Os diferentes algoritmos de composição dos múltiplos atributos utilizam como variável de ordenação conjunta a probabilidade de preferência simultânea segundo todos os critérios (Sant'Anna, 2002). O cálculo desta probabilidade é efetuado de diferentes maneiras. Com pesos extraídos das medidas de qualidade de aproximação, se calcula uma média ponderada das preferências segundo os critérios isolados. Alternativamente se emprega a probabilidade da interseção calculada sob hipótese de independência. Finalmente, em uma outra alternativa se assume uma hipótese de correlação sob a qual a probabilidade conjunta vem a ser igual à menor probabilidade segundo algum dos critérios. Esta condição de dependência é derivada da hipótese de covariâncias proporcionais às probabilidades de avaliações desfavoráveis segundo argumentação desenvolvida na Seção 4.

Antes de empregar as variáveis de classificação alternativa, deve-se decidir sobre a sua capacidade de explicar a ordenação por pontos. Esta avaliação é realizada tomando por base medidas de importância inspiradas no valor de Shapley (Shapley, 1953) propostas na Seção 3. Estas medidas levam em conta, não apenas a qualidade da aproximação pelo atributo isolado, mas, também, o ganho em qualidade da aproximação quando o atributo avaliado é adicionado a outros atributos do conjunto dos atributos considerados. Isto é adequado a este tipo de aplicação em que as variáveis que entram na classificação são escolhidas não apenas pela sua capacidade de aproximar a ordenação por pontos, mas também por sua capacidade de contradizê-la em casos especiais respondendo a mudanças no desempenho das equipes nas últimas rodadas do campeonato. Atributos com esta propriedade tendem a contradizer-se.

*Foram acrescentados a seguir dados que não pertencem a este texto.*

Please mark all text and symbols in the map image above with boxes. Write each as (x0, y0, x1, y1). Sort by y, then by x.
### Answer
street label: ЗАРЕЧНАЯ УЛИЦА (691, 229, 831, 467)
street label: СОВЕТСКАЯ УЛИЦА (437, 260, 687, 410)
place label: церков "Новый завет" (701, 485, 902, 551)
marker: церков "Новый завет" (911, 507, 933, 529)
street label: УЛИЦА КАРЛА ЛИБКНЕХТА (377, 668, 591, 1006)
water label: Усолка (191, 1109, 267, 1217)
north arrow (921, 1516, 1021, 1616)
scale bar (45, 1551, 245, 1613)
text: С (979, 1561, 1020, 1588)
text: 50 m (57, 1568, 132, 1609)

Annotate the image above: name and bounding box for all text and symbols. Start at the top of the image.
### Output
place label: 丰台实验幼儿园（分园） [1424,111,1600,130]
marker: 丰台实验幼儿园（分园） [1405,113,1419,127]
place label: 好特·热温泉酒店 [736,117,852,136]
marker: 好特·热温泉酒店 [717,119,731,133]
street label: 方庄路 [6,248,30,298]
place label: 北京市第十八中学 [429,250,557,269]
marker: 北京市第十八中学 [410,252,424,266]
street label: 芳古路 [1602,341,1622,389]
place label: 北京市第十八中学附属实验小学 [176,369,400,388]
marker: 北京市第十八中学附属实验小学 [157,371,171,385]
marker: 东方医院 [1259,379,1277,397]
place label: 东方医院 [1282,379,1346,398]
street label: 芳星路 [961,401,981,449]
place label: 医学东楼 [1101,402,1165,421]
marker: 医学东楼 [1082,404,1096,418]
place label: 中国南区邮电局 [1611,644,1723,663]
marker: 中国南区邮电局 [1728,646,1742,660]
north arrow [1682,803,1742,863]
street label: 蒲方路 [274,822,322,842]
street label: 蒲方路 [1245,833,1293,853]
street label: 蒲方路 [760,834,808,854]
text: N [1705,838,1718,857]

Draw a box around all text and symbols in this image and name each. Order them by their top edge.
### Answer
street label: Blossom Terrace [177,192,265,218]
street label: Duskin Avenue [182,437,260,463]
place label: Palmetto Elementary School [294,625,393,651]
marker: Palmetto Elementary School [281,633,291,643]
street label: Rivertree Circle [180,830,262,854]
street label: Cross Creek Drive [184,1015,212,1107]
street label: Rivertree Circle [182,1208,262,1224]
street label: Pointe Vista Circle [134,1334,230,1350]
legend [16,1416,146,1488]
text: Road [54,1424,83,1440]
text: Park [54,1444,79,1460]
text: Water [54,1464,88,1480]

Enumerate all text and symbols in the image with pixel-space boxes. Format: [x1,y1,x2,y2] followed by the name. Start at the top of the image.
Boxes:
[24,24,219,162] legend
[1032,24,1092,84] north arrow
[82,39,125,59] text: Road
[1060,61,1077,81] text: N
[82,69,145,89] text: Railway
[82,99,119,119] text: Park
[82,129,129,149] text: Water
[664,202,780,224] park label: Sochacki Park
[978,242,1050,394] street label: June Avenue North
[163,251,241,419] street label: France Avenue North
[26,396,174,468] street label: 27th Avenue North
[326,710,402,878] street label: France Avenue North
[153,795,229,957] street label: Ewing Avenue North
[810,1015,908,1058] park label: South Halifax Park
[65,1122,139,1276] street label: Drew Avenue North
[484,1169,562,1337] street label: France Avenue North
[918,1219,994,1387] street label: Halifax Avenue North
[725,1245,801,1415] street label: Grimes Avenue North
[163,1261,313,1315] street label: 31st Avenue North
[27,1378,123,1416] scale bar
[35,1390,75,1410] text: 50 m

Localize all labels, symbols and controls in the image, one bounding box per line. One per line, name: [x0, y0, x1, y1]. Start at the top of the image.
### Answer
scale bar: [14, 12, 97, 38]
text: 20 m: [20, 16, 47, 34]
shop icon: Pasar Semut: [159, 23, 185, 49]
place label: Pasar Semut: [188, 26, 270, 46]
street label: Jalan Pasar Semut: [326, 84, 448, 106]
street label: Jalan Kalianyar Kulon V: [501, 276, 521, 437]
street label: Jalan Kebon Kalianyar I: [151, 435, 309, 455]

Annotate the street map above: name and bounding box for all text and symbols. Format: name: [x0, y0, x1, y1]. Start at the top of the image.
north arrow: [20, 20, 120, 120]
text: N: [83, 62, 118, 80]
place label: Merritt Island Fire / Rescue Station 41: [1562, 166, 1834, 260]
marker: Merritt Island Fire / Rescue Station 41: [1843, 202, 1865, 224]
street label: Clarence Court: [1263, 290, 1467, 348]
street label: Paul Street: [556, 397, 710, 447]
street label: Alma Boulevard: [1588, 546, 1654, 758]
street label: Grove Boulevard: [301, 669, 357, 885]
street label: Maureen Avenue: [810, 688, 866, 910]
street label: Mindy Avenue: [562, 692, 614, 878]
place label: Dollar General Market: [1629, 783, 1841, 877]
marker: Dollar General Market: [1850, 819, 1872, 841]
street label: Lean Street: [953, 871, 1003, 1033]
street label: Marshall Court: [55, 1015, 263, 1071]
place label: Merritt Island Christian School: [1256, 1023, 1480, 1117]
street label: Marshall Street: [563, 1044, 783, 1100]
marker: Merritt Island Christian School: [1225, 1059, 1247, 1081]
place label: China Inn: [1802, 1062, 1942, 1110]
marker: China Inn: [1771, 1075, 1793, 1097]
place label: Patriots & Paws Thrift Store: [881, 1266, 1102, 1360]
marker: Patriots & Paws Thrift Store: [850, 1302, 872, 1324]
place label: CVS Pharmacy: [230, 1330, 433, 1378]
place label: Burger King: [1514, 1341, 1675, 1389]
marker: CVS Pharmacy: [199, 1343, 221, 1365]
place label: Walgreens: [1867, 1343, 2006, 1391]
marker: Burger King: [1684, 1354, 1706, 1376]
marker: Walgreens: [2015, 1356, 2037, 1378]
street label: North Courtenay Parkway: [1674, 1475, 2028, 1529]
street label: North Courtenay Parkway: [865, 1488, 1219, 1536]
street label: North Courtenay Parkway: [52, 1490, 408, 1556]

Uma medida de importância negativa para uma variável indica que a sua inclusão resulta em um conjunto incoerente.

Os resultados da aplicação desta estratégia aos dados das séries A e B (1a e 2a divisão) do Campeonato Brasileiro de Futebol de 2006 são discutidos adiante, na Seção 5. Nesse ano, pela primeira vez, o mesmo modelo de campeonato foi empregado para a 1a e a 2a divisões: 2 turnos, ausência de playoffs, 3 pontos para vitória e 1 para empate, os quatro clubes no extremo inferior da tábua de classificação rebaixados.

Complementando a fundamentação metodológica, na Seção 2, a parte da estrutura teórica associada à teoria dos conjuntos aproximativos (Pawlak, 1982) é descrita. Comentários finais são apresentados na Seção 6.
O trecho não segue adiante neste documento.